Left: the young schoolboy, John Lennon, snapped in front of Mendips in the 1950's. Picture courtesy The National Trust.

John Lennon's childhood Liverpool home Mendips is to be opened to the public from March 29 following its donation to the National Trust by his wife Yoko Ono Lennon.

The modest semi in a Liverpool suburb has been restored to the way it would have looked when John lived there with his Aunt Mimi in the fifties and sixties.

Yoko said, "when John's house came up for sale I wanted to preserve it for the people of Liverpool and John Lennon and Beatles fans all over the world."

John Lennon lived there between the ages of 4 and 23 and it is said he was only allowed to play his guitar in the glazed front porch and his bedroom. But then another story tells of Lennon and McCartney composing The Beatles' first UK number one, Please Please Me in his Aunt Mimi's bedroom.

Now visitors to the house will be able to decide for themselves as they view the restored interior that captures the ambience of John's early life.

shows John Lennon's bedroom. John composed several early Beatles songs here.
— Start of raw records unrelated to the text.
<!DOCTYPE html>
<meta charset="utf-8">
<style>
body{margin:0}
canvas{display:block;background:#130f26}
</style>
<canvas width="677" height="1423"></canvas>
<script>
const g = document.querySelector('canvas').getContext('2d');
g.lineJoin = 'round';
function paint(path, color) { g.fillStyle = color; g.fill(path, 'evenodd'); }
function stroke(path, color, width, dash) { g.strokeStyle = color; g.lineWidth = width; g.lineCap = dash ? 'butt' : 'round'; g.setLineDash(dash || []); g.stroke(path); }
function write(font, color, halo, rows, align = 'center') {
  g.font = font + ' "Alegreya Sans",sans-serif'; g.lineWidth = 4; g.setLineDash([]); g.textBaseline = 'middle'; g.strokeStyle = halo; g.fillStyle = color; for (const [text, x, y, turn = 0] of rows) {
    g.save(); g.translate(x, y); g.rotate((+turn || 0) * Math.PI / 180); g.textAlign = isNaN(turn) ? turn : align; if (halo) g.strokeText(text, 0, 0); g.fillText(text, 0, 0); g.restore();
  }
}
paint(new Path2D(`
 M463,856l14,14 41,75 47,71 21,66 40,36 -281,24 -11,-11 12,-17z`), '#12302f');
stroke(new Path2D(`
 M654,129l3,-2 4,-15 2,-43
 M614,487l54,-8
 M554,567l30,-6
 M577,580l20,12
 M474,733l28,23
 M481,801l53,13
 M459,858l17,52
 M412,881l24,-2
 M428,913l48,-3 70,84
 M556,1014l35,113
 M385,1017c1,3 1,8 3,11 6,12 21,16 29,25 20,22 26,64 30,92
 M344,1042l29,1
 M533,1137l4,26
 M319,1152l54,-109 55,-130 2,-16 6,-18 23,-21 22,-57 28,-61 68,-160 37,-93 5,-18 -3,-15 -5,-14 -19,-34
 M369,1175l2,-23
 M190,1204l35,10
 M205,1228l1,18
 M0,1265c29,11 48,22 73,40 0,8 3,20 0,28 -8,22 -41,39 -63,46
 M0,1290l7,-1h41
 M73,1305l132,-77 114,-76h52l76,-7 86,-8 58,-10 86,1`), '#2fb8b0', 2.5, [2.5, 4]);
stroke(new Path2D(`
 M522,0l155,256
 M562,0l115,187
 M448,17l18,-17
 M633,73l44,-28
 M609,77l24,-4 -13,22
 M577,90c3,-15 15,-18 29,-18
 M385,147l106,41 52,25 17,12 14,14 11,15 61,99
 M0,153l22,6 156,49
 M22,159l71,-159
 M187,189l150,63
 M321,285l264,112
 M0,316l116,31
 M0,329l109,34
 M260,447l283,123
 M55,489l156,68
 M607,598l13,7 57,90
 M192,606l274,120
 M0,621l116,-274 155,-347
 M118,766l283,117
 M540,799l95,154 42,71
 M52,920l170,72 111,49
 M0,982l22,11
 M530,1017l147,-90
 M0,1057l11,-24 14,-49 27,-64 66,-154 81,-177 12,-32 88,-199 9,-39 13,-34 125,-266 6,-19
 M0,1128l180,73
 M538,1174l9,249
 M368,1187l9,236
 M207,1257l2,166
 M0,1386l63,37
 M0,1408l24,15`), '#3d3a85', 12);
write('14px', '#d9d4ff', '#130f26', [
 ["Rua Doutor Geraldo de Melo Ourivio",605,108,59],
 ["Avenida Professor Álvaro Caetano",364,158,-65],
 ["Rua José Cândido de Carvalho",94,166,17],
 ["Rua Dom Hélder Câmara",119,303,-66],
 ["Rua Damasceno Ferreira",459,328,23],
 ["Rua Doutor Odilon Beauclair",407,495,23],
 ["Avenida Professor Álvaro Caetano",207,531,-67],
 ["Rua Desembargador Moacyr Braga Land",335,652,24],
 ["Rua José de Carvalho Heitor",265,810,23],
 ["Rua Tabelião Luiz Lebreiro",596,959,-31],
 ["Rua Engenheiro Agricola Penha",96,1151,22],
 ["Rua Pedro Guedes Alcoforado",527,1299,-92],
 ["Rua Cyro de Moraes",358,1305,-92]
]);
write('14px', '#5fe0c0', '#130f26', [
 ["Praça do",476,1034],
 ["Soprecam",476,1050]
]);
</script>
Right: John Lennon's bedroom. John composed several early Beatles songs here. Photo NTPL/Dennis Gilbert.

"The house resonates with a special atmosphere," said Yoko. "It was after all, where some of John's songs that we now hold dear were born."

For National Trust Director-General Fiona Reynolds, the acquisition represents a coup. "John Lennon made a tremendous contribution to 20th century popular culture. Through his music and words John touched the lives of millions of people, and it is exciting for us to be able to present the place in which it all began."

It's not the first association between Lennon and the National Trust. He referenced them on the group's White Album, recorded during John's troubled closing period with the Beatles.

The long and tortured lyrics to Happiness is a Warm Gun feature the immortal lines: "A soap impression of his wife which he ate and donated to the National Trust."

Things are much less oblique today. The continued fame and popularity of the Beatles means the Trust is suitably pleased with Yoko's rather more tangible bequest to the nation. "The National Trust is delighted that as a result of Yoko's generosity, we have been able to protect Mendips and open it to the public," said Reynolds.

shows 'Mendips', built in 1933 as a three-bedroom semi-detached house near the corner of Menlove Avenue and Vale Road in the Liverpool suburb of Woolton.

Left: John Lennon's home 'Mendips' was built in 1933 as a three-bedroom semi-detached house near the corner of Menlove Avenue and Vale Road in the Liverpool suburb of Woolton. Photo NTPL/Dennis Gilbert.

For Yoko it represents an opportunity to give something back. "I hope that everyone will enjoy our efforts to preserve this landmark property for future generations and that it will contribute to Liverpool's increasing resurgence."

Mendips joins several other important landmarks on the magical mystery tour of the Beatles' Liverpool.

The National Trust already own and run Sir Paul McCartney's childhood home, 20 Forthlin Road and there are countless other pilgrimage sites dotted across the city including; Penny Lane, the Cavern, Abbey Road and various pubs and record shops. Even the local airport is named after John Lennon.

With this latest addition it makes for a packed itinerary for any Beatlephile.